Everything we sang was new to me, so it was a great challenge but very exciting. My very first concert was in November and was a short programme for television and included Polovtsian Dances in English! The broadcast was live, of course, and went out late because the boxing match before it overran. Two weeks later we sang a new piece by Maurice Jacobson, which he conducted, called The Hound of Heaven (we’ve sung it since and it isn’t easy). This was coupled with Intimations of Immortality by Finzi. Then came the first Messiah – I can remember struggling with the lesser known choruses. How many times have I sung this? Must be about 120 I suppose. After Christmas came A Sea Symphony conducted by Vaughan Williams (the rehearsal was in the morning so that he could have a rest in the afternoon!), my first choral symphony; Verdi’s Requiem and finally Belshazzar’s Feast – all that in the first 12 months. What an exciting start!
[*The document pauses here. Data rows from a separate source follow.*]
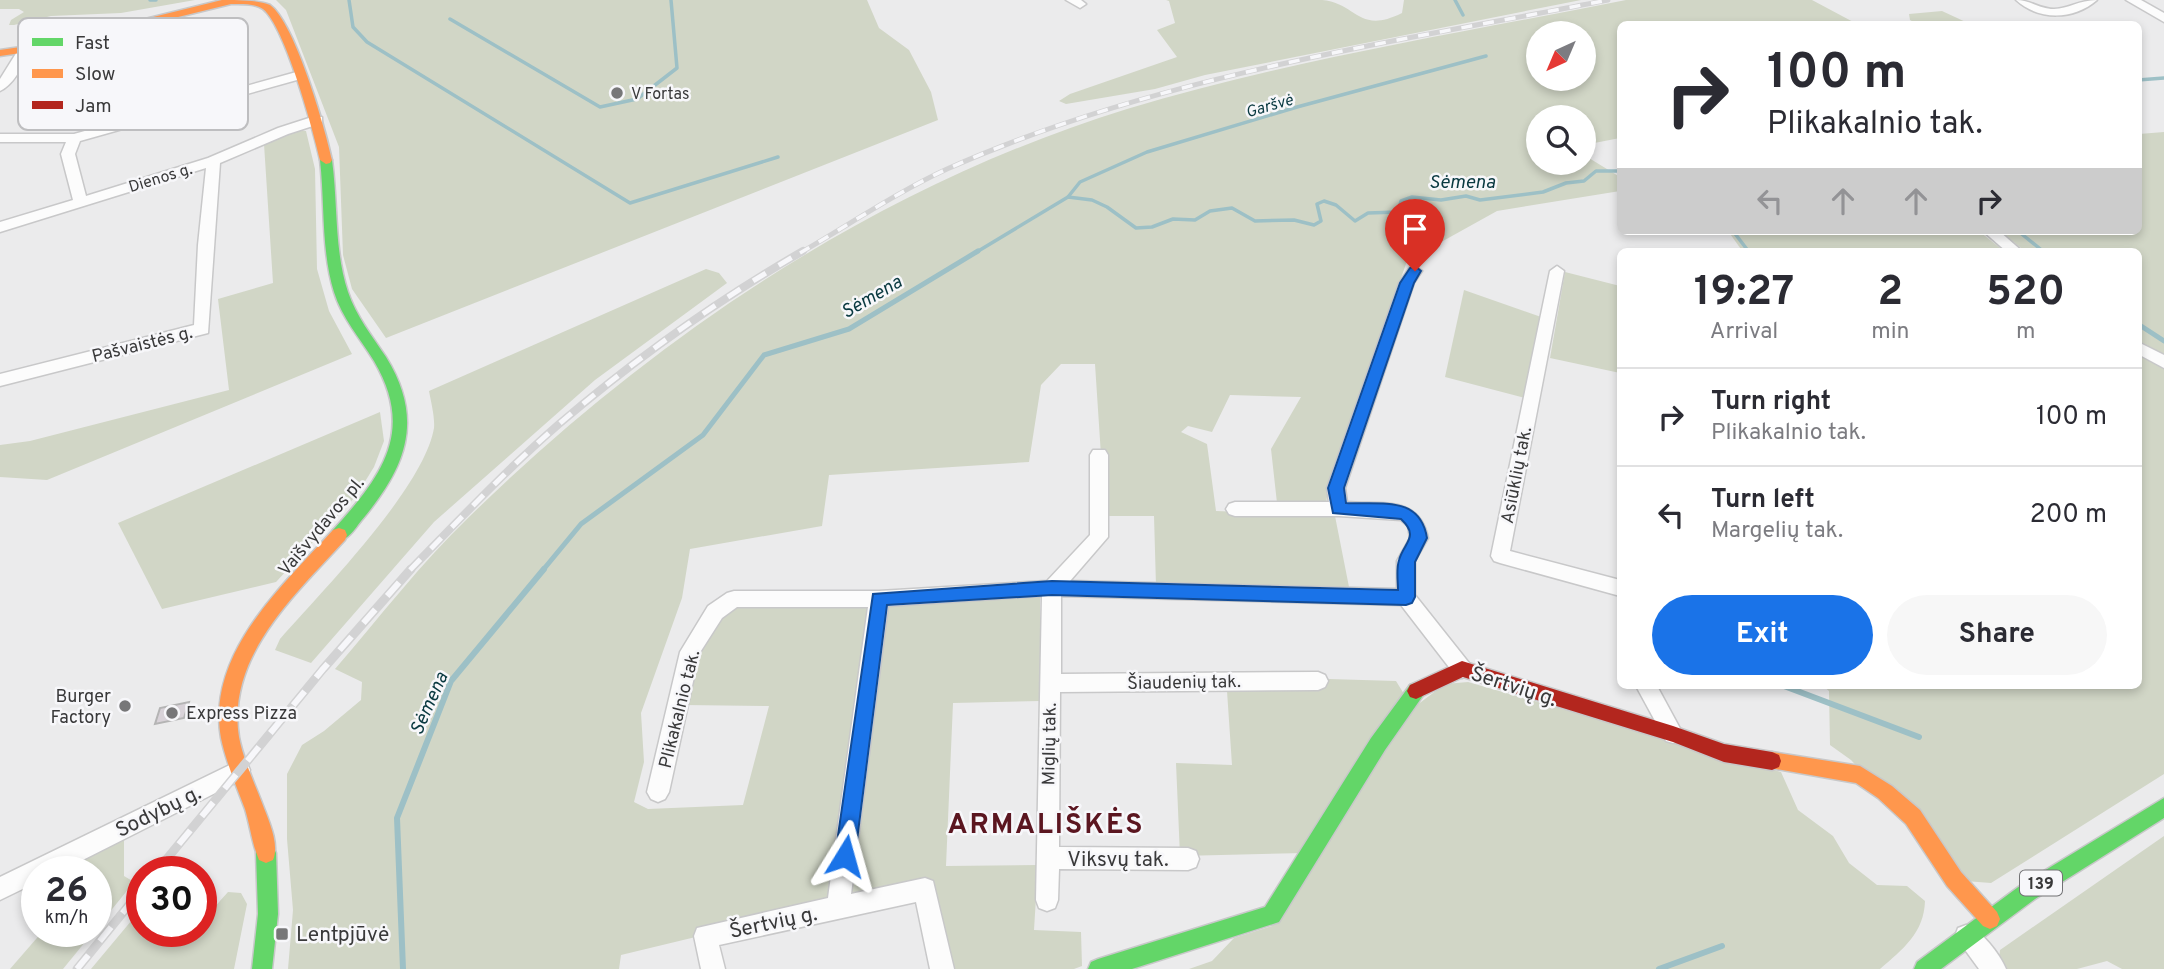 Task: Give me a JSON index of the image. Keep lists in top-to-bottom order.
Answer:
{
  "streets": {
    "main road": ["Vaišvydavos pl.", "Šertvių g.", "139"],
    "street": [
      "Dienos g.",
      "Pašvaistės g.",
      "Asiūklių tak.",
      "Šiaudenių tak.",
      "Plikakalnio tak.",
      "Miglių tak.",
      "Sodybų g.",
      "Viksvų tak."
    ]
  },
  "crossings": [
    ["Dienos g.", "Pašvaistės g."],
    ["Dienos g.", "Vaišvydavos pl."],
    ["Vaišvydavos pl.", "Sodybų g."],
    ["Šiaudenių tak.", "Miglių tak."],
    ["Šertvių g.", "139"],
    ["Plikakalnio tak.", "Miglių tak."],
    ["Miglių tak.", "Viksvų tak."]
  ],
  "districts": ["ARMALIŠKĖS"],
  "water": ["Garšvė", "Sėmena"],
  "places": {
    "other": ["V Fortas", "Burger Factory", "Express Pizza"],
    "transit": ["Lentpjūvė"]
  },
  "legend": ["Fast", "Slow", "Jam"],
  "north": "bottom left",
  "page": {
    "turn": ["100 m", "Plikakalnio tak."],
    "eta": [
      "19:27",
      "Arrival",
      "2",
      "min",
      "520",
      "m"
    ],
    "list": [
      {
        "name": "Turn right",
        "note": "Plikakalnio tak.",
        "value": "100 m"
      },
      {
        "name": "Turn left",
        "note": "Margelių tak.",
        "value": "200 m"
      }
    ],
    "buttons": ["Exit", "Share"],
    "speed": "26 km/h",
    "limit": "30"
  }
}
In the following years there were many highlights, such as singing in the Royal Festival Hall on St Cecilia’s Day in 1960; being conducted by various CBSO conductors and Sir Adrian Boult; together with many first performances and landmark concerts. Two memorable concerts were the first Birmingham performance of War Requiem in 1963; and A Mass of Life (Delius) in 1993. Another highlight season was the Diamond Jubilee of the choir celebrated in 1980-81 when we sang Missa Solemnis, Dream of Gerontius and in May 1981 a very challenging piece by Messiaen called La Transfiguration de Notre Seigneur Jesus Christ. We’d not sung anything quite like this before! In May, leading up to this celebratory year, we performed Verdi’s Requiem so in the space of 12 months I sang in three of my favourite pieces. I reckon we worked hard during that year but it was all so worthwhile.
In 1973 the CBSO launched its own chorus and this provided us with a new challenge – competition. However, we “upped our game” and made every effort to improve our standard and so hold our own. In 1991 Symphony Hall opened. Two years before this the committee decided that we should transfer our concerts to the new venue. Our first rehearsal scared us so much that we were afraid to sing but spurred on by Christopher Robinson we were soon in our stride. I was General Secretary at this time and worked closely with the Symphony Hall Management Team in an attempt to build up a good relationship with them – I think I succeeded.
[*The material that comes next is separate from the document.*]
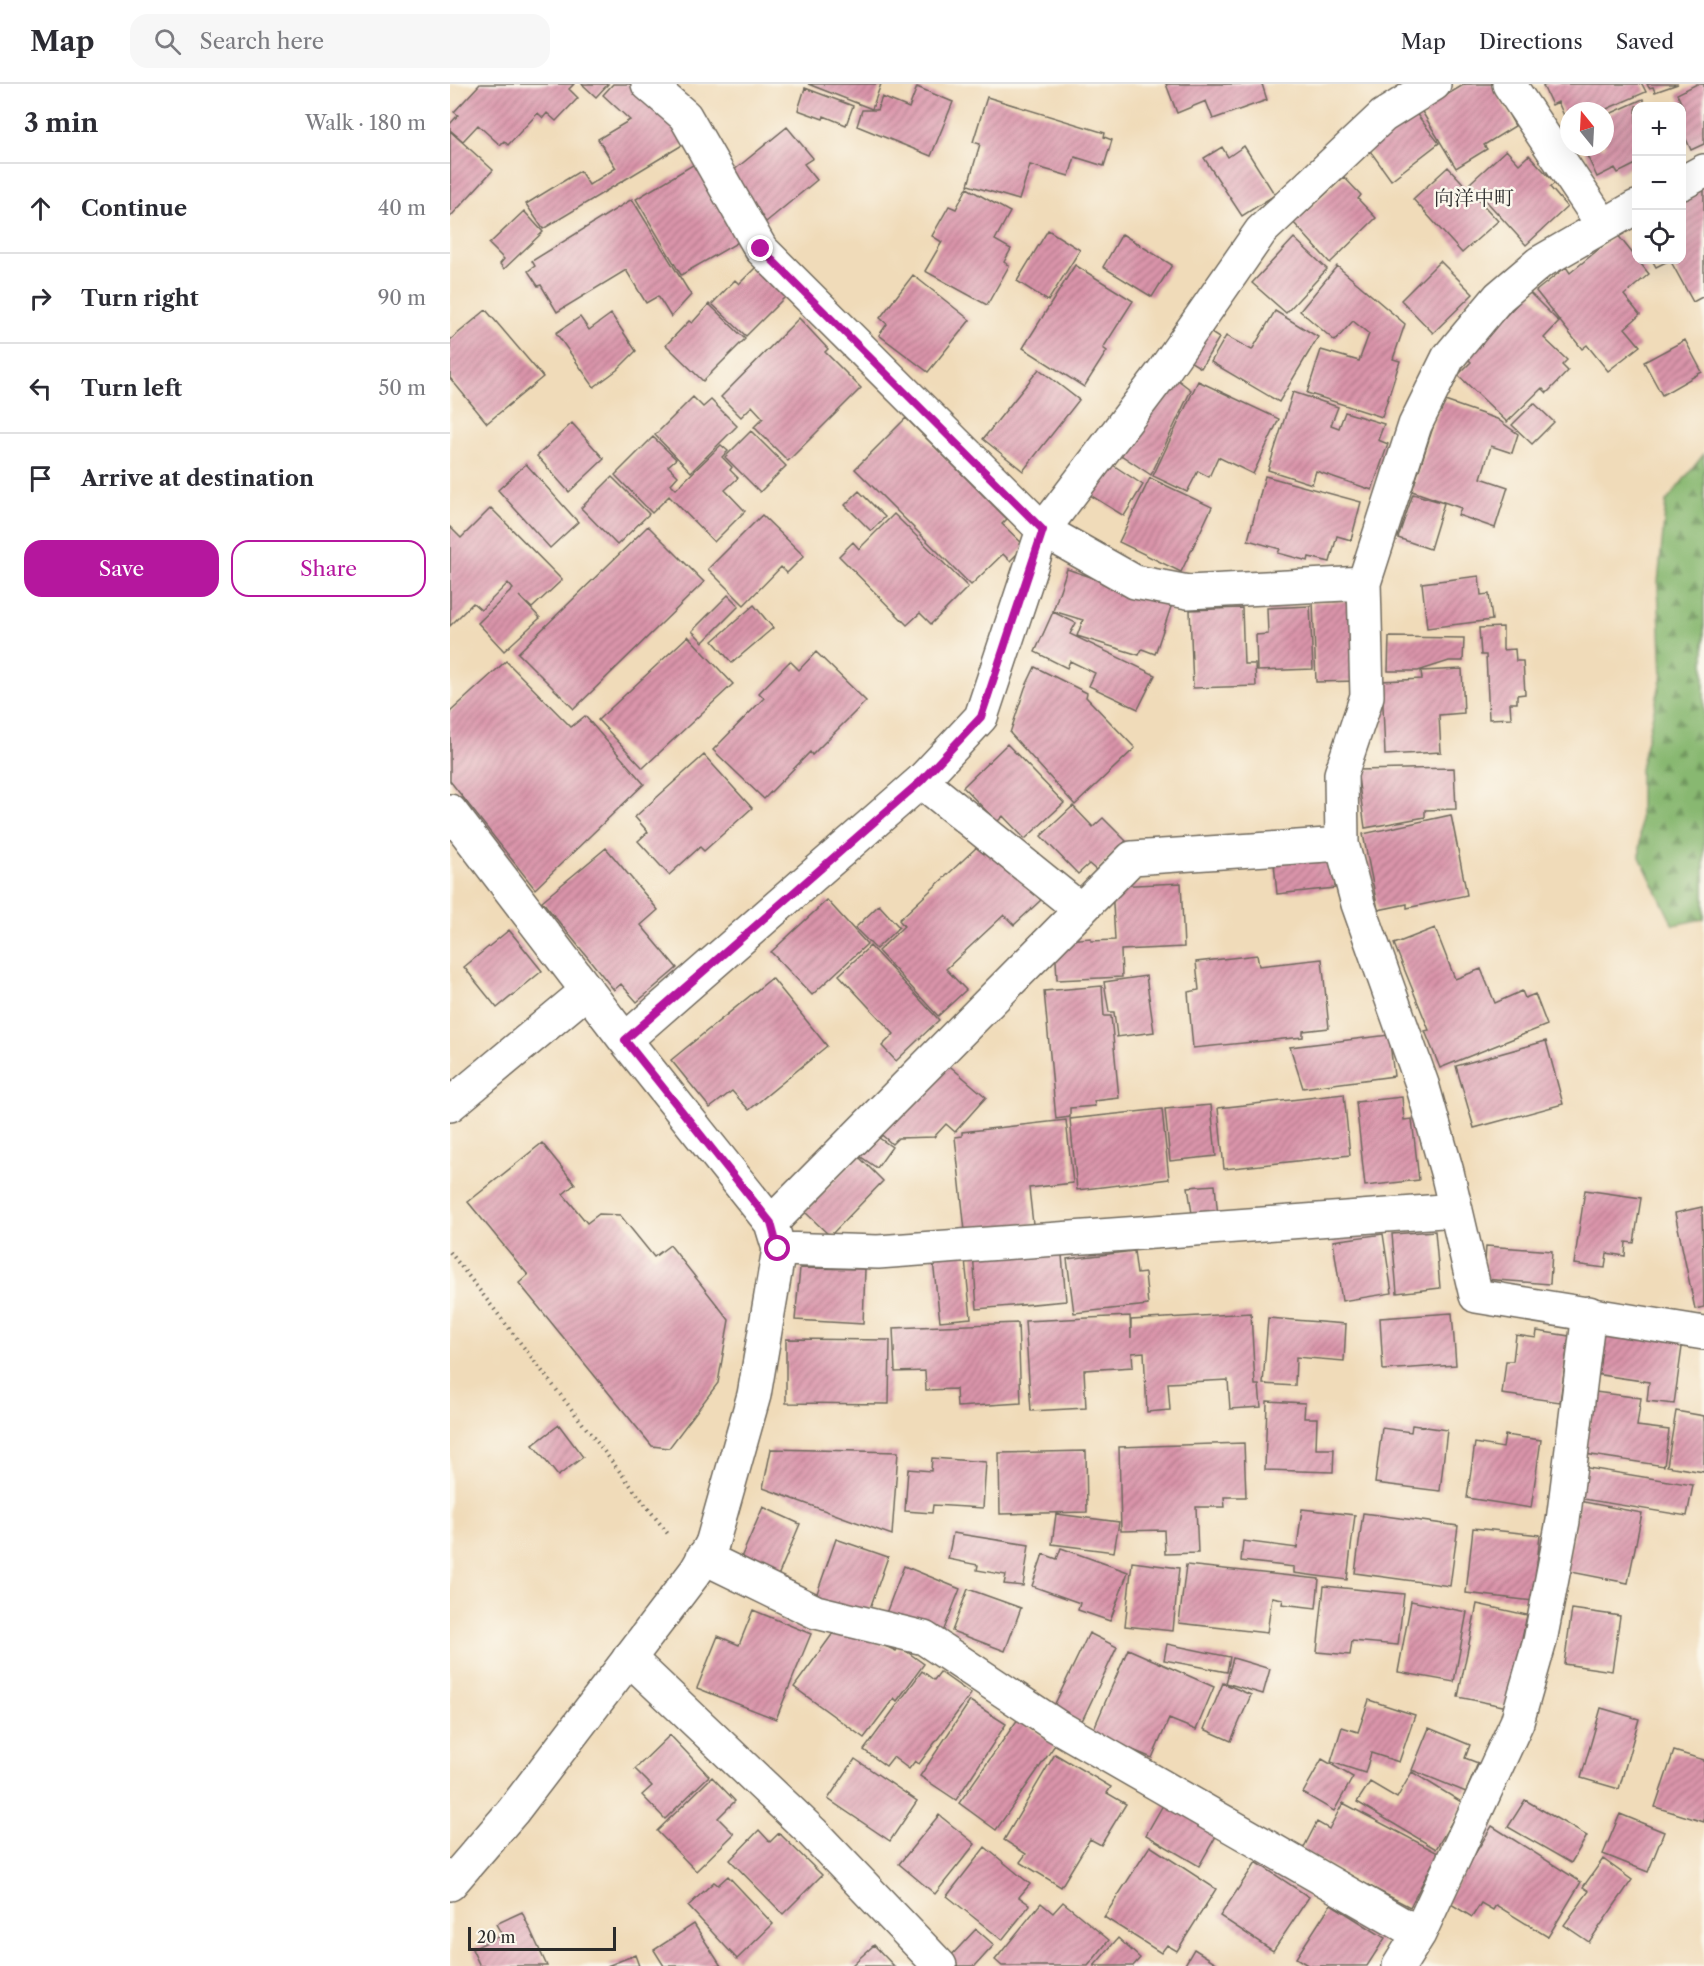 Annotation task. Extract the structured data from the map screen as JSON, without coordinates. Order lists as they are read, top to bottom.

All this sounds very serious, but there have been some funny episodes as well. For instance when the ladies used to sing “The Planets” from the back stairs in the Town Hall. Someone draped a black curtain across the entrance by the organ, so that we were unseen, and there was a small hole in the curtain through which our conductor kept in touch with the orchestral conductor – no CCTV then!
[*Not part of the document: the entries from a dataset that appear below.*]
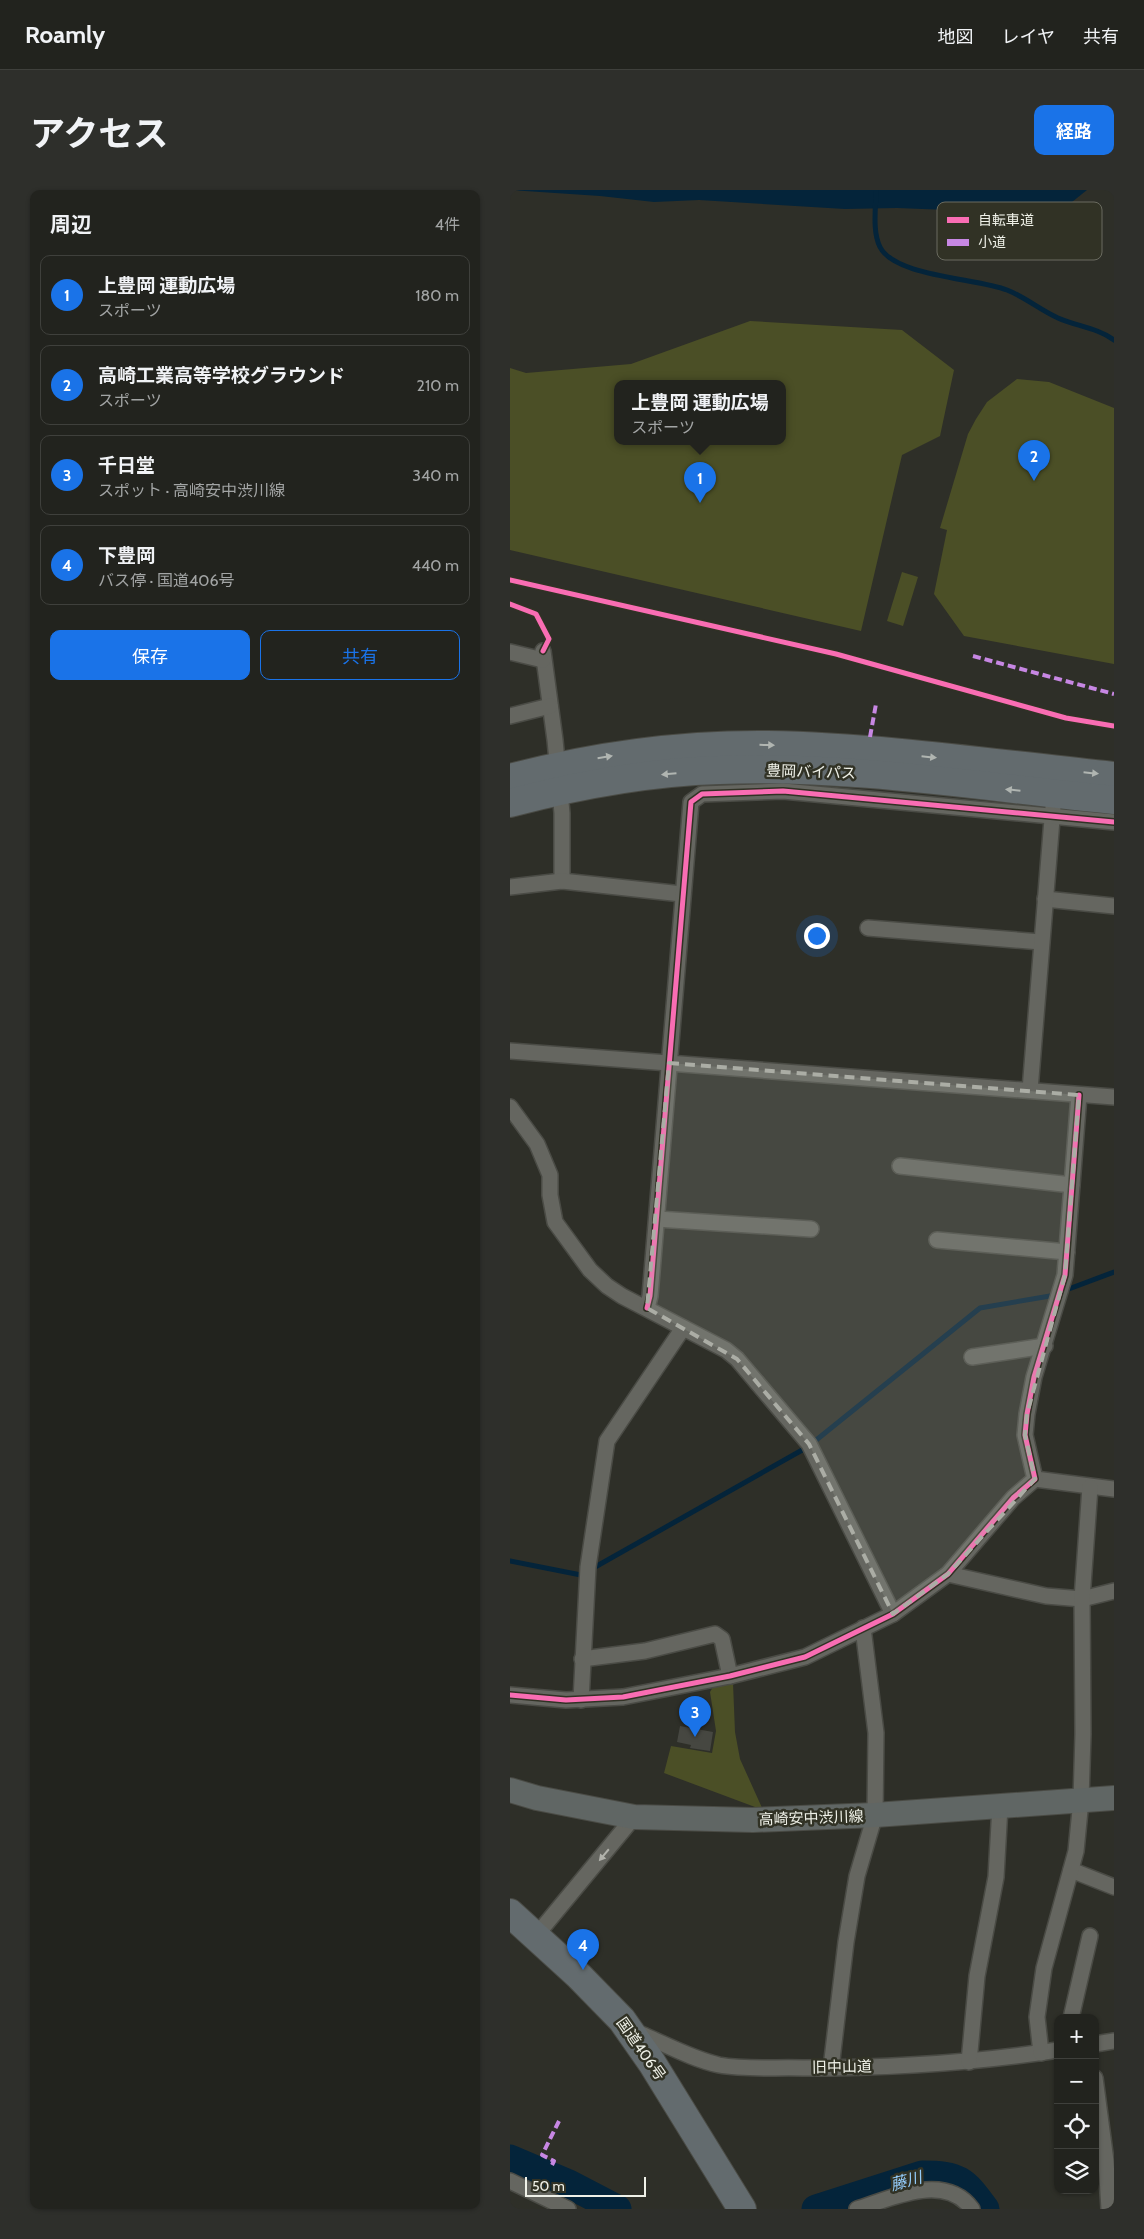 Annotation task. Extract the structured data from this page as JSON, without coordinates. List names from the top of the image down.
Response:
{
  "streets": {
    "highway": ["豊岡バイパス", "国道406号"],
    "main road": ["高崎安中渋川線"],
    "street": ["旧中山道"]
  },
  "crossings": [
    ["国道406号", "旧中山道"]
  ],
  "water": ["藤川"],
  "legend": ["自転車道", "小道"],
  "scale_bar": "50 m",
  "page": {
    "header": "Roamly",
    "nav": ["地図", "レイヤ", "共有"],
    "title": "アクセス",
    "buttons": [
      "経路",
      ["保存", "共有"]
    ],
    "heading": ["周辺", "4件"],
    "list": [
      {
        "mark": "1",
        "name": "上豊岡 運動広場",
        "note": "スポーツ",
        "value": "180 m"
      },
      {
        "mark": "2",
        "name": "高崎工業高等学校グラウンド",
        "note": "スポーツ",
        "value": "210 m"
      },
      {
        "mark": "3",
        "name": "千日堂",
        "note": "スポット · 高崎安中渋川線",
        "value": "340 m"
      },
      {
        "mark": "4",
        "name": "下豊岡",
        "note": "バス停 · 国道406号",
        "value": "440 m"
      }
    ],
    "popup": ["上豊岡 運動広場", "スポーツ"],
    "pins": [
      "2",
      "1",
      "3",
      "4"
    ],
    "map_buttons": ["+", "−"],
    "scale": "50 m"
  }
}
All this of course happened a long time ago, but I mustn’t forget that the choir continues to give exciting concerts performing both new and standard works both in Birmingham and out of town, all to great acclaim from audiences and journalists.
You have provided me with immense pleasure; I’ve learned such a lot and met some lovely people both choir members and professional soloists and players – not forgetting four very talented and inspiring conductors. How lucky the choir has been to be trained by Messrs Willcocks, Davies, Robinson and Lucas. It will seem strange to sit in the audience, but that is where I’ll be from now on. I shall miss you all but thank you so much for making City Choir so special.